Volevo verificare fino a che punto sarebbe arrivata mia moglie. E ora mi pento di aver scoperto la verità…

Di solito non rispondo a numeri sconosciuti, ma quel giorno ero di buon umore e ho deciso di rispondere al telefono.
– Arriverà tardi. Aspettarti oggi? – chiese una voce femminile.
Ho subito riconosciuto quella voce. Era mia moglie.
Una pausa, un gelo nel petto, poi mi sono ripreso e ho deciso di assecondarla.
– Certamente, sarò lì per le otto, ho detto.
– Cosa preparare?
– Come al solito, – ho risposto e ho riattaccato.

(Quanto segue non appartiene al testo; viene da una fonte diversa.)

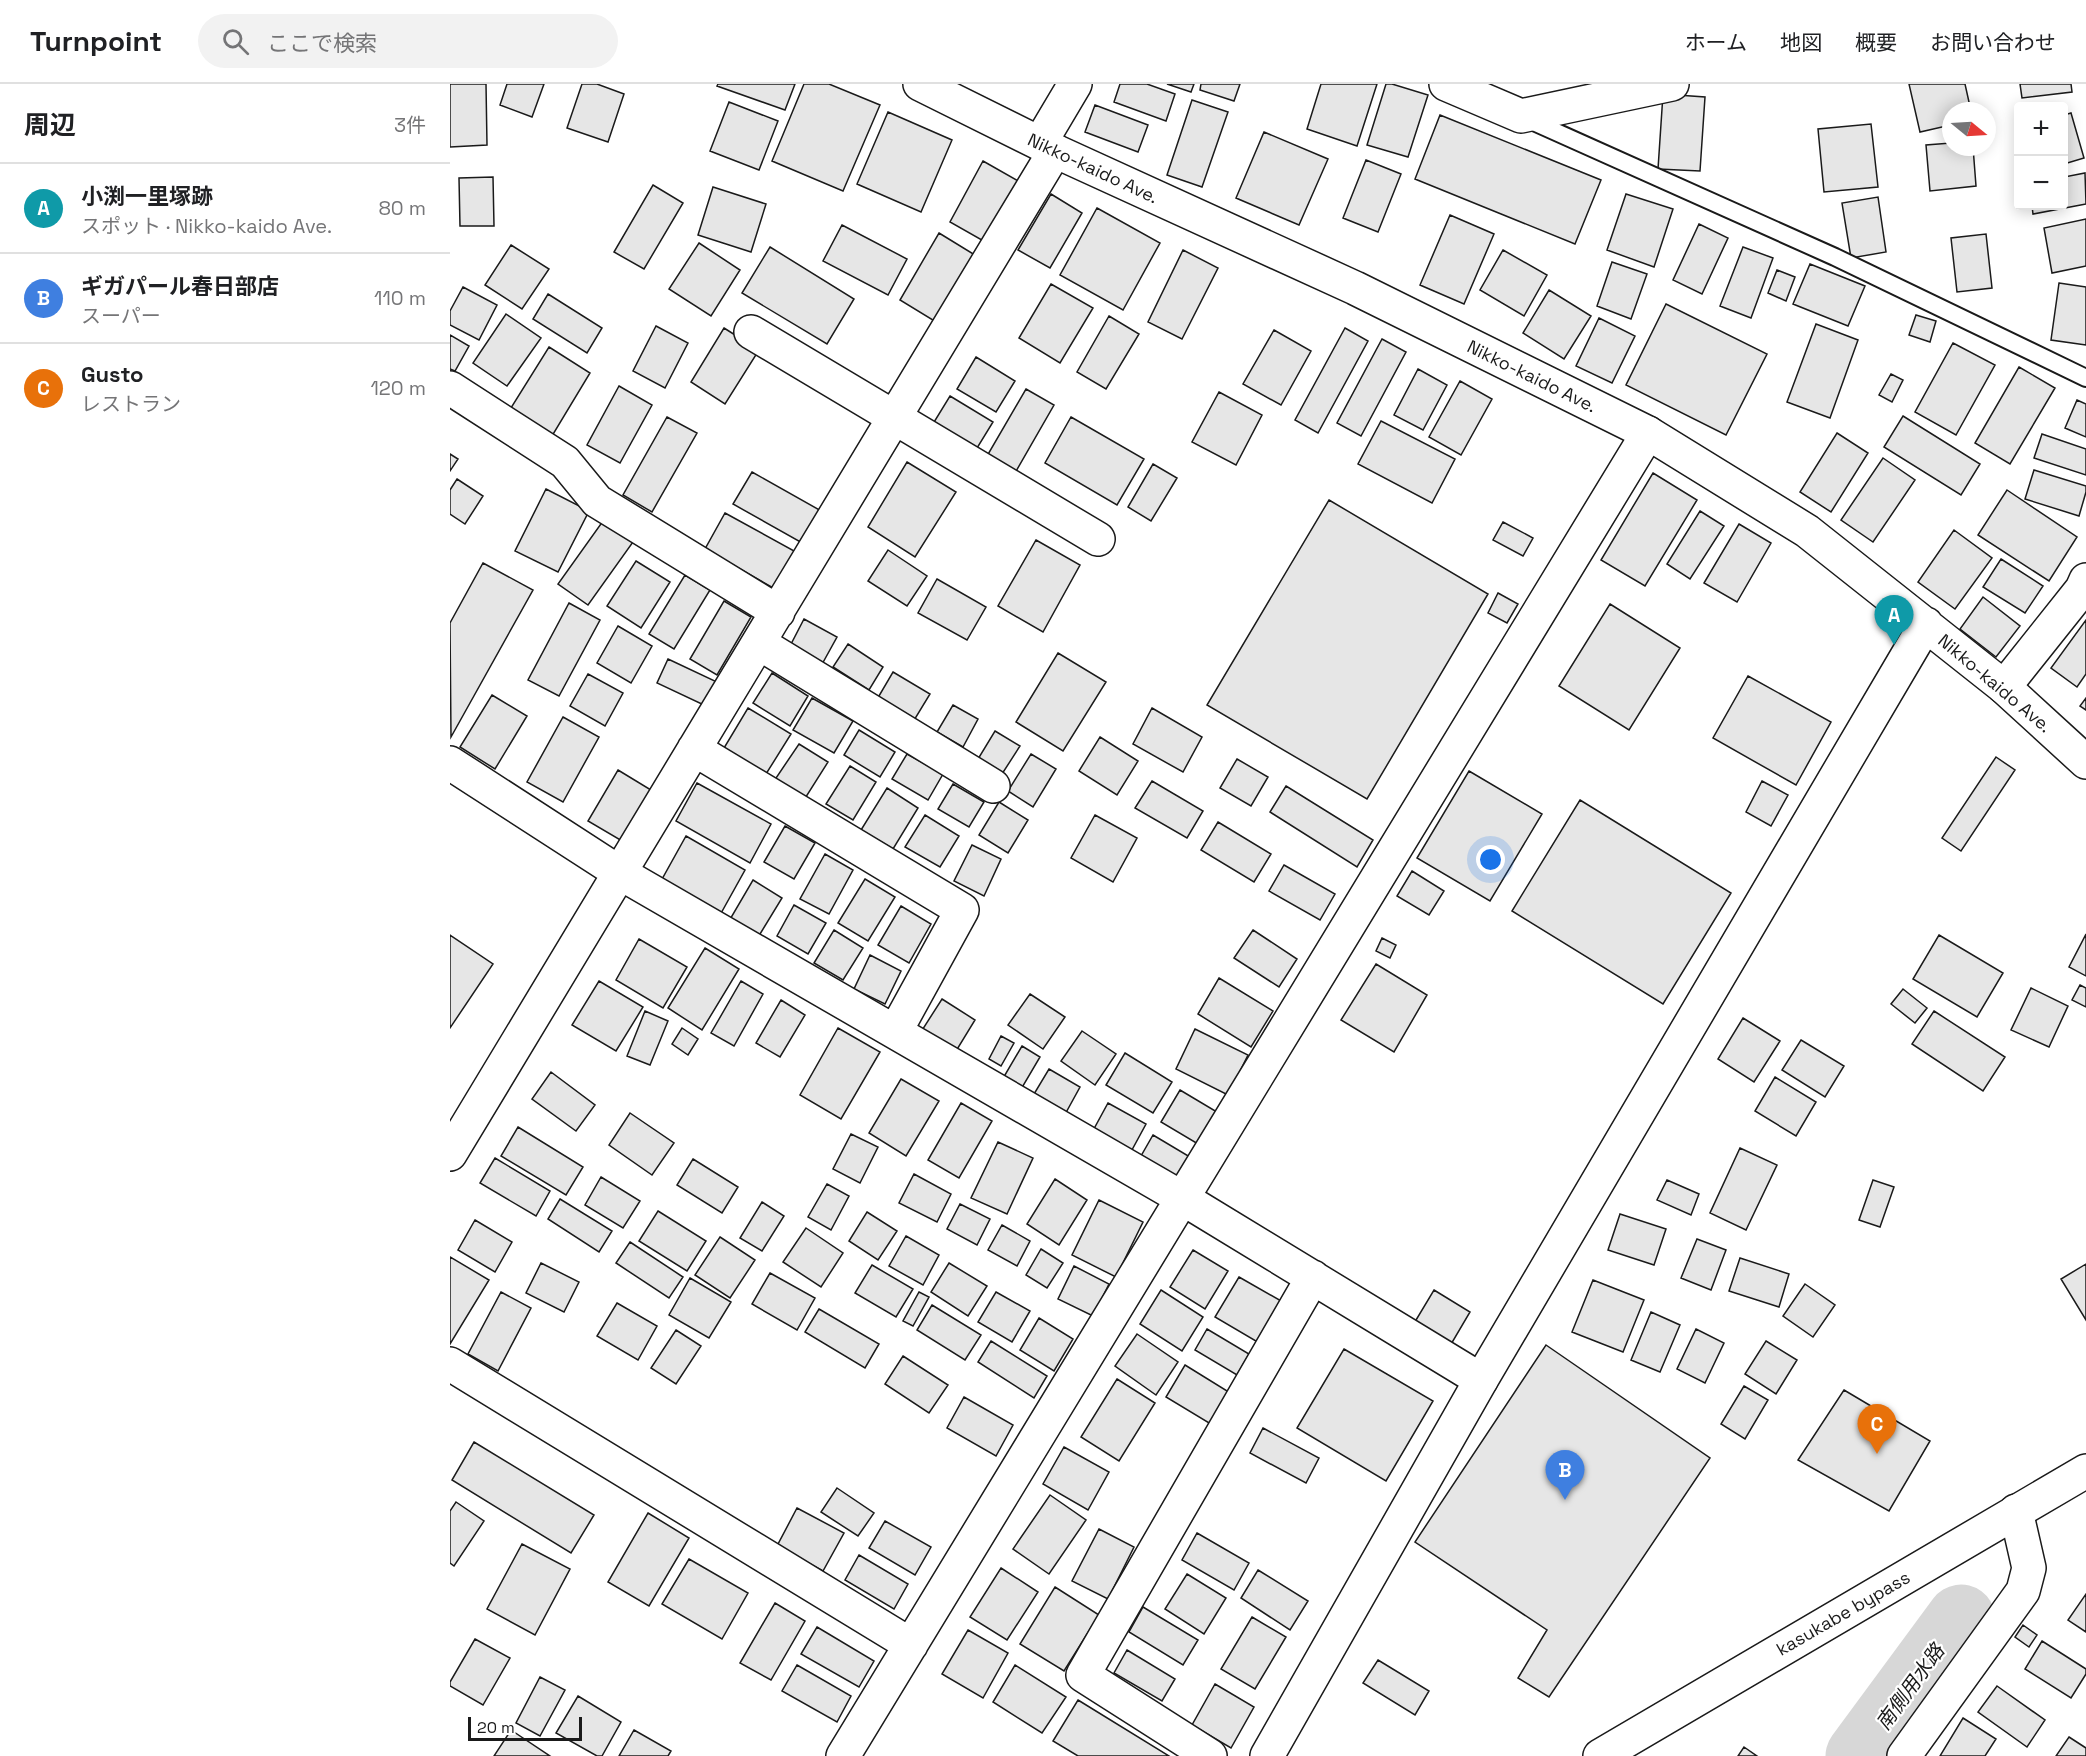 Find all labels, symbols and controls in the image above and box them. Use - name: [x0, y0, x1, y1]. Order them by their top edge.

Sapeva che oggi, dopo il lavoro, sarei andato dai miei genitori in una città vicina e sarei tornato tardi. Quindi ho chiamato mia madre e le ho detto che ero sommerso di lavoro e non potevo riuscire ad uscire oggi. E sono uscito apposta dal lavoro prima. Volevo vedere i suoi occhi. Volevo capire come mi avrebbe guardato, quando la porta si fosse aperta su di me, invece che davanti a colui che aspettava.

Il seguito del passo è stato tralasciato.